## Directions for this task
What is the number of lines in these entries that contain "linejoin"? State it alone.

## Record extracts
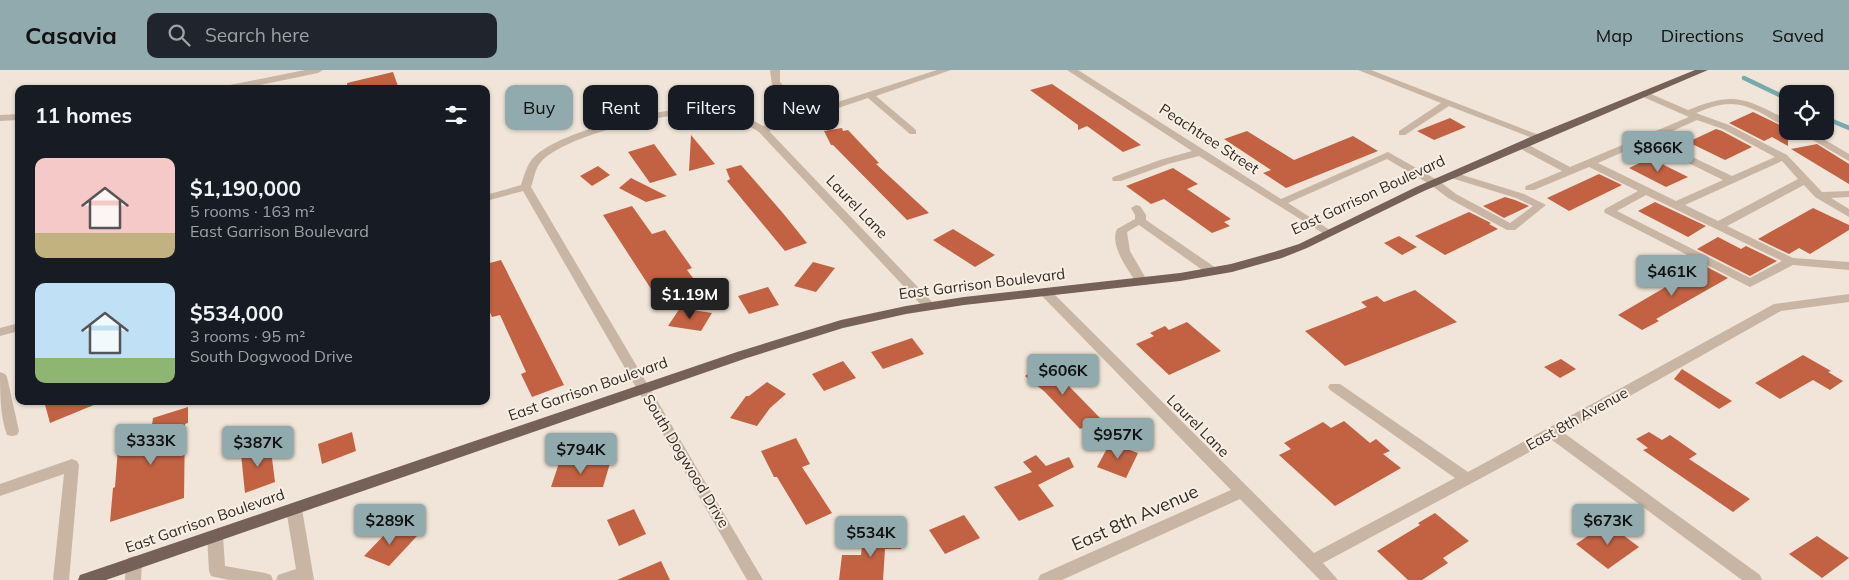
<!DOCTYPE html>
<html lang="en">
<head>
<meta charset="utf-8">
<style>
	body { margin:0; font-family:Mulish,sans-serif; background:#20242c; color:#f1f3f6; height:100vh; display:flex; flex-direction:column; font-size:19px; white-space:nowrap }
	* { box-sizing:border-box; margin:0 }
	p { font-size:16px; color:#9ea1a6 }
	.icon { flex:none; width:28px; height:28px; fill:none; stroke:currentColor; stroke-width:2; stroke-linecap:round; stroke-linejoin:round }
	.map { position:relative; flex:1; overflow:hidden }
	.panel { position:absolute; left:15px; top:15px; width:475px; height:320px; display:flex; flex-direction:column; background:#171b24; border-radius:10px; box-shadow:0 1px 4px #0004 }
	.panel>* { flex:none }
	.banner { position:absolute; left:505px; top:15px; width:475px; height:45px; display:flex; gap:10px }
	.controls { position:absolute; left:1779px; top:15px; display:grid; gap:10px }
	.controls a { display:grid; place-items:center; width:55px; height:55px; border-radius:10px; background:#171b24; box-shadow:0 1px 4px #0004; font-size:25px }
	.price { position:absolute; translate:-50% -42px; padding:0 11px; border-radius:5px; background:#91aaad; color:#111; font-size:16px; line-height:32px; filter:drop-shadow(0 1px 2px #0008) }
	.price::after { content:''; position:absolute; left:50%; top:30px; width:15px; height:11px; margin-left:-8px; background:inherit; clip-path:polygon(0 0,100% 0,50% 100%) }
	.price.on { background:#222; color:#fff }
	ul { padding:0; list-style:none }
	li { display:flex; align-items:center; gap:15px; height:125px; padding:0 20px }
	li span { display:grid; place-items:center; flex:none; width:140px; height:100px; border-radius:10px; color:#555 }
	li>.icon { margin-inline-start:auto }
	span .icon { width:60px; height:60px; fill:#fffc; stroke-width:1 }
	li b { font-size:21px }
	h2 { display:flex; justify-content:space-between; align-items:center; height:60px; padding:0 20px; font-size:21px }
	.pill { padding:0 18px; border-radius:10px; background:#171b24; box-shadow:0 1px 4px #0004; font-size:18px; line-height:45px }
	.pill.on { background:#91aaad; color:#111 }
	header { display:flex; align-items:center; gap:30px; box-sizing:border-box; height:70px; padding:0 25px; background:#91aaad; color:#111 }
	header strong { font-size:24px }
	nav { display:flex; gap:28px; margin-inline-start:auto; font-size:18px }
	.search { width:350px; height:45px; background:#20242c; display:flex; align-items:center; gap:12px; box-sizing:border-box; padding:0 18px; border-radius:10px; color:#9ea1a6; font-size:19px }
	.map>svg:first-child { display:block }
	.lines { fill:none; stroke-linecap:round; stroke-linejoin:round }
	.stream { stroke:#77aaac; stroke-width:4.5 }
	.building { fill:#c36243 }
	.minor { fill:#c8b5a4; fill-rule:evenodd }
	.major { fill:#756157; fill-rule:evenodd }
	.labels { text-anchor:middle; stroke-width:4; stroke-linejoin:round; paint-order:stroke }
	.street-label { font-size:15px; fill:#332a26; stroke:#f8efe4 }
	.near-street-label { font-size:18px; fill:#332a26; stroke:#f8efe4 }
</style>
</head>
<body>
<header>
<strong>Casavia</strong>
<div class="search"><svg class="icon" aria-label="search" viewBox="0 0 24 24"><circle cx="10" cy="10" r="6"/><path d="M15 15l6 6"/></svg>Search here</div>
<nav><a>Map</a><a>Directions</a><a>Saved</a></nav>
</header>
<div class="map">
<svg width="1849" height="510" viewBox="0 0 1849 510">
	<rect width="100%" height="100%" fill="#f0e5d8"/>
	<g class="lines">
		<!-- stream -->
		<g class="stream">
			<path d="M1744,8L1788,29"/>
			<path d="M1825,48L1849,58"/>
		</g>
	</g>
	<!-- building -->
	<g class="building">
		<path d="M393,2L399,19H347V13Z"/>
		<path d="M1052,14L1105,50L1141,75L1123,82L1087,56L1078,60V55L1030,20Z"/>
		<path d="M1753,42L1788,59V76L1772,67L1764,71L1729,53Z"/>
		<path d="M1450,48L1466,57L1434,70L1417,61Z"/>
		<path d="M842,58L843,61L848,60L879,93L876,94L929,143L907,150L833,75H831L824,61Z"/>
		<path d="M1716,59L1722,61L1752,77L1725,90L1688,72Z"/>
		<path d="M1247,61L1294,90L1353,66L1378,81L1286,118L1263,103L1271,100L1224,69Z"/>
		<path d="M691,65L715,94L689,101Z"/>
		<path d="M654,74L677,105L650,113L628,82Z"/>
		<path d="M1817,74L1849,94V114L1791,79Z"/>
		<path d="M1650,88L1688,107L1666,117L1629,98Z"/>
		<path d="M741,95L782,142L807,173L785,181L727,111L730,109L726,99Z"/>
		<path d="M598,96L610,105L592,116L580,106Z"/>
		<path d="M1173,98L1198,114L1187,119L1231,149L1224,152L1230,156L1212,163L1164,129L1151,134L1126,116Z"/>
		<path d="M1599,104L1622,115L1569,141L1547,128Z"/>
		<path d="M631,108L667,126L646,132L619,118Z"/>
		<path d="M1505,127L1515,130L1529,136L1504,148L1483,136Z"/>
		<path d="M1655,132L1706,156L1688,167L1638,141Z"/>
		<path d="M632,136L652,164L665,160L692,198L687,200L693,208L653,222L603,145Z"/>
		<path d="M1813,138L1849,155V160L1810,184L1799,178L1789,184L1758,169Z"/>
		<path d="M1469,142L1491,153L1489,154L1498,159L1445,185L1415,166Z"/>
		<path d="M953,159L995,185L975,197L933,170Z"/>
		<path d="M1399,166L1417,177L1402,185L1384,173Z"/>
		<path d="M1718,167L1741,179L1746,176L1777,191L1750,206L1697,179Z"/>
		<path d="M501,190L564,315L532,327L521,304L526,302L500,245L492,247L486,233V194Z"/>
		<path d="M813,192L835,198L816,222L794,216Z"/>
		<path d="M1703,195L1728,208L1656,249L1659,251L1642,260L1618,245Z"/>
		<path d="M768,217L779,235L749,244L738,226Z"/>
		<path d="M1415,220L1457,252L1345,296L1305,261L1367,237L1361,232L1377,226L1384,232Z"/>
		<path d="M680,238L712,243L701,261L668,256Z"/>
		<path d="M1187,252L1221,281L1169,305L1136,274L1154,266L1150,263L1165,256L1169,260Z"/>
		<path d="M912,268L924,284L883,299L871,282Z"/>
		<path d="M1803,285L1831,301L1828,302L1843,311L1830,320L1813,310L1780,329L1755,313Z"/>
		<path d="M1561,289L1576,299L1560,308L1544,297Z"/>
		<path d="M843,291L856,308L824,321L812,304Z"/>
		<path d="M1043,294L1061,308L1101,349L1080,359L1045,322L1025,306Z"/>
		<path d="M1682,299L1732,331L1719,339L1674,309Z"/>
		<path d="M767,312L786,324L770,338L757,356L730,348L746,326H749Z"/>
		<path d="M44,331H101V332L50,353Z"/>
		<path d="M188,337V353L185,354L184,428L110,452L113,418L115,417L119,365L152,355L153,348Z"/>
		<path d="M1344,351L1370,373L1376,369L1390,381L1383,384L1401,398L1335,436L1279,385L1291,379L1284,373L1323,352L1331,358Z"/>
		<path d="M352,362L356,381L322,394L318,374Z"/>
		<path d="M1649,362L1662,370L1670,365L1697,384L1689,389L1750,429L1733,442L1643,380L1648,378L1636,369Z"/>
		<path d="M796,368L810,394L802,397L832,443L806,455L777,407H774L761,381Z"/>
		<path d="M270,373L275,412L245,423L241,384Z"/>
		<path d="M1110,373L1138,383L1126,408L1097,397Z"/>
		<path d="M1036,385L1046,396L1069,387L1074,397L1038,415L1054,436L1019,451L994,417L1032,402L1023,392Z"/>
		<path d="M559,393H610L603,417H551Z"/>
		<path d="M634,439L646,464L619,476L607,450Z"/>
		<path d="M1435,443L1469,471L1443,488L1448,493L1422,510H1408L1377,481L1420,455L1418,453Z"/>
		<path d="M964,445L980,468L945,484L929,460Z"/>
		<path d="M1607,453L1639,477L1608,499L1576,474Z"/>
		<path d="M392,457L417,466L389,496L364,486Z"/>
		<path d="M881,457L902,458L901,479H885L883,510H839L842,485H861L862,476L879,477Z"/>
		<path d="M1817,466L1849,488L1822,508L1789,484Z"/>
		<path d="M661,491L670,510H617Z"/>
	</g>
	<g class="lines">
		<!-- minor -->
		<g class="minor">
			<path d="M305,0H323L318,3L240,19H221L225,16Z"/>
			<path d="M770,0H780V12L792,25L816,39L937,0H951L876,26L916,60V64H910L868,28L769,61L933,233L935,236L933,239H925L759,62C747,55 734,47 720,44C682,38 567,63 541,92C535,98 534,109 531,117L763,510H747L523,121L486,131V125L521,115C524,106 527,94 534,87C564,58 675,34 717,38C734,40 749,48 763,56L808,42L786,29L772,15Z"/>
			<path d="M1067,0H1078L1281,129L1388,82L1439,111L1456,124L1510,153L1533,136L1516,128L1448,107L1447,105L1448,103H1456L1524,124L1546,135L1515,160H1507L1448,128L1431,115L1387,89L1288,133L1333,162L1335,164L1329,167L1199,86L1168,94L1121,111H1113L1112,109L1113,107L1160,90L1192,81Z"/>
			<path d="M1358,0H1371L1544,67L1543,69H1535L1449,36L1405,65H1399V61L1441,33Z"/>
			<path d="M1644,21L1688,40C1735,21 1744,28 1788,50V57C1779,54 1771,49 1763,44C1736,30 1724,32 1696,43L1729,55L1787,85L1822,122L1849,121V127L1831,128L1849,139V147L1815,127L1804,115L1727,156L1793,188L1849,192V200L1793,195L1750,217L1605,143L1604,141L1605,139L1638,121L1589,97L1534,120H1526L1525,118L1526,116L1562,101L1517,77V73H1525L1570,97L1689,47L1641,26V22ZM1697,50L1723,59L1775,87L1732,106L1655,69ZM1646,72L1723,110L1676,131L1598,93ZM1782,91L1798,109L1718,151L1685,135ZM1646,125L1782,191L1750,208L1617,141Z"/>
			<path d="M19,44V50L0,51V45Z"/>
			<path d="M1797,61H1810L1849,84V91Z"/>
			<path d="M1136,135L1140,136L1146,145V150L1216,198L1218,201L1216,204H1208L1139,155L1127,162L1130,181L1148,212L1146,215H1138C1129,201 1109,176 1117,159L1135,149V145L1131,138Z"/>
			<path d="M1046,219L1050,220L1314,483L1455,408L1330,320L1328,317L1330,314H1340L1468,402L1774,234L1849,224V232L1781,241L1564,363L1760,505L1762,510H1742L1552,370L1323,493L1338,510H1320L1240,429L1062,510H1038L1040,505L1231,420L1042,226L1040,223Z"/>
			<path d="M19,253V261L0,266V258Z"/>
			<path d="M0,302L5,304L7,307L19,361L17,365L12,366L7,365C0,347 0,322 0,302Z"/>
			<path d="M72,389L77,391L79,395L69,510H53L64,404L0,426V414Z"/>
			<path d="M294,433L299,435L302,439L314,510H276L278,505L296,499L286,439L289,435Z"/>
			<path d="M215,460L220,462L223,466L225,496L265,503L271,505L273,510H229L211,506L209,501L207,466L210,462Z"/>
			<path d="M134,486L140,488L142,493L141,510H125L126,493L128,488Z"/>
		</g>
		<!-- major -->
		<path class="major" d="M1695,0H1708L1424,121L1307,178L1282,188L1232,202L1180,211L964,235L906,244L843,258L747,288L106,510H78L80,505L86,503L737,282L841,250L906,236L964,227L1180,203L1231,194L1274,182L1299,174L1416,117L1535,65Z"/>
	</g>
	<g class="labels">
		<!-- street labels -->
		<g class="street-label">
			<text transform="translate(1209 69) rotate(33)" y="5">Peachtree Street</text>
			<text transform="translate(1368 125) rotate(-25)" y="5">East Garrison Boulevard</text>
			<text transform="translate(857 137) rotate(46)" y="5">Laurel Lane</text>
			<text transform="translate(982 214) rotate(-7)" y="5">East Garrison Boulevard</text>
			<text transform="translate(588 319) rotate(-19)" y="5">East Garrison Boulevard</text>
			<text transform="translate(1577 349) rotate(-29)" y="5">East 8th Avenue</text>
			<text transform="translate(1198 356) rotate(45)" y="5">Laurel Lane</text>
			<text transform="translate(686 391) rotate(59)" y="5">South Dogwood Drive</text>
			<text transform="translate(205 451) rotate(-19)" y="5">East Garrison Boulevard</text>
		</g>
		<!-- near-street labels -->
		<g class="near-street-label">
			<text transform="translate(1135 448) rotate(-24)" y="6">East 8th Avenue</text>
		</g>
	</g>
</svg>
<div class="controls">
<a><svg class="icon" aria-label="locate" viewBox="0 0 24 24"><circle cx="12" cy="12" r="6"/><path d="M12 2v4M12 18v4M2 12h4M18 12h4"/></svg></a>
</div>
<b class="price" style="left:1658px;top:103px">$866K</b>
<b class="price" style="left:1672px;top:227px">$461K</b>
<b class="price on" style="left:690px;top:250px">$1.19M</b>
<b class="price" style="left:1063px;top:326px">$606K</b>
<b class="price" style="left:1118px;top:390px">$957K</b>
<b class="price" style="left:151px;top:396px">$333K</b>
<b class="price" style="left:258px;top:398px">$387K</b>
<b class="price" style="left:581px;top:405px">$794K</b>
<b class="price" style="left:390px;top:476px">$289K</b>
<b class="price" style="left:1608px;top:476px">$673K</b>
<b class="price" style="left:871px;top:488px">$534K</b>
<div class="banner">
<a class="pill on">Buy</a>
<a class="pill">Rent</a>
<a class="pill">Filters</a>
<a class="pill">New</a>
</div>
<section class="panel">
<h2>11 homes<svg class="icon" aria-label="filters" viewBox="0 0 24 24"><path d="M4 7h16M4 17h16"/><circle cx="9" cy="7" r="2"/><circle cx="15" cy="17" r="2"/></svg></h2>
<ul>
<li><span style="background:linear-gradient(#f6c9c9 75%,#c2b280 0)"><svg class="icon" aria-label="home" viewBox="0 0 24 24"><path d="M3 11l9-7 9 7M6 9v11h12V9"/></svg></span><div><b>$1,190,000</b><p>5 rooms · 163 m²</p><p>East Garrison Boulevard</p></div></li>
<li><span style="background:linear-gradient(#bfe0f5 75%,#8fb573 0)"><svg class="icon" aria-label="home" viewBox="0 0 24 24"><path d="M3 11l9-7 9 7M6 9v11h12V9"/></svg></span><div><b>$534,000</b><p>3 rooms · 95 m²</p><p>South Dogwood Drive</p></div></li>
</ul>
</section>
</div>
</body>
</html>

## Problem solution
3